[Collected data entries]
┄┄┄┄┄┄
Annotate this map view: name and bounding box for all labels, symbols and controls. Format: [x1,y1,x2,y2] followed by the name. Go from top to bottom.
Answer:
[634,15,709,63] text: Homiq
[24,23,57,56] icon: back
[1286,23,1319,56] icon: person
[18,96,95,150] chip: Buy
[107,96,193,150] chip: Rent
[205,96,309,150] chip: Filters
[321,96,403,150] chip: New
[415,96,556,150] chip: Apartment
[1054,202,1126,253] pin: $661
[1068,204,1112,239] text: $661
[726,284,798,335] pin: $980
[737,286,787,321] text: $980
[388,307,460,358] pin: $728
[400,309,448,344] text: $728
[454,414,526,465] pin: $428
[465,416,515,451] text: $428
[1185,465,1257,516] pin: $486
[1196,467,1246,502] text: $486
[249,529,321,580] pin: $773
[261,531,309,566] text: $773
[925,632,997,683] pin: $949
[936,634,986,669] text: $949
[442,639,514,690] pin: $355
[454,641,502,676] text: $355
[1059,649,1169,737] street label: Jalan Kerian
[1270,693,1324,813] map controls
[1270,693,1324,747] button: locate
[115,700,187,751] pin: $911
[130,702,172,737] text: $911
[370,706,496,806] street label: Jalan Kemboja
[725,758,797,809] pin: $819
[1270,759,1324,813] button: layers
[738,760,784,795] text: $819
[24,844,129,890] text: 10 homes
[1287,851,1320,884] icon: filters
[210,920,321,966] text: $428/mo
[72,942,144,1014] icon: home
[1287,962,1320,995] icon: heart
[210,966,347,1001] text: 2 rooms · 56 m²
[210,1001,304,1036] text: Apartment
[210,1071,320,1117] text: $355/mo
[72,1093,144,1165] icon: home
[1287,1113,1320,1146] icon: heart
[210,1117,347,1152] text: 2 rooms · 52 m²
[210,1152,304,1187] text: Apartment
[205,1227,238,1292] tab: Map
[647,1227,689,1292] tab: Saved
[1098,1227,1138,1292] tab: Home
┄┄┄┄┄┄
# Required action
Please reproduce the records above in their entirety, exactly as given.

# Solved exercise
Annotate this map view: name and bounding box for all labels, symbols and controls. Format: [x1,y1,x2,y2] followed by the name. Go from top to bottom.
Answer:
[634,15,709,63] text: Homiq
[24,23,57,56] icon: back
[1286,23,1319,56] icon: person
[18,96,95,150] chip: Buy
[107,96,193,150] chip: Rent
[205,96,309,150] chip: Filters
[321,96,403,150] chip: New
[415,96,556,150] chip: Apartment
[1054,202,1126,253] pin: $661
[1068,204,1112,239] text: $661
[726,284,798,335] pin: $980
[737,286,787,321] text: $980
[388,307,460,358] pin: $728
[400,309,448,344] text: $728
[454,414,526,465] pin: $428
[465,416,515,451] text: $428
[1185,465,1257,516] pin: $486
[1196,467,1246,502] text: $486
[249,529,321,580] pin: $773
[261,531,309,566] text: $773
[925,632,997,683] pin: $949
[936,634,986,669] text: $949
[442,639,514,690] pin: $355
[454,641,502,676] text: $355
[1059,649,1169,737] street label: Jalan Kerian
[1270,693,1324,813] map controls
[1270,693,1324,747] button: locate
[115,700,187,751] pin: $911
[130,702,172,737] text: $911
[370,706,496,806] street label: Jalan Kemboja
[725,758,797,809] pin: $819
[1270,759,1324,813] button: layers
[738,760,784,795] text: $819
[24,844,129,890] text: 10 homes
[1287,851,1320,884] icon: filters
[210,920,321,966] text: $428/mo
[72,942,144,1014] icon: home
[1287,962,1320,995] icon: heart
[210,966,347,1001] text: 2 rooms · 56 m²
[210,1001,304,1036] text: Apartment
[210,1071,320,1117] text: $355/mo
[72,1093,144,1165] icon: home
[1287,1113,1320,1146] icon: heart
[210,1117,347,1152] text: 2 rooms · 52 m²
[210,1152,304,1187] text: Apartment
[205,1227,238,1292] tab: Map
[647,1227,689,1292] tab: Saved
[1098,1227,1138,1292] tab: Home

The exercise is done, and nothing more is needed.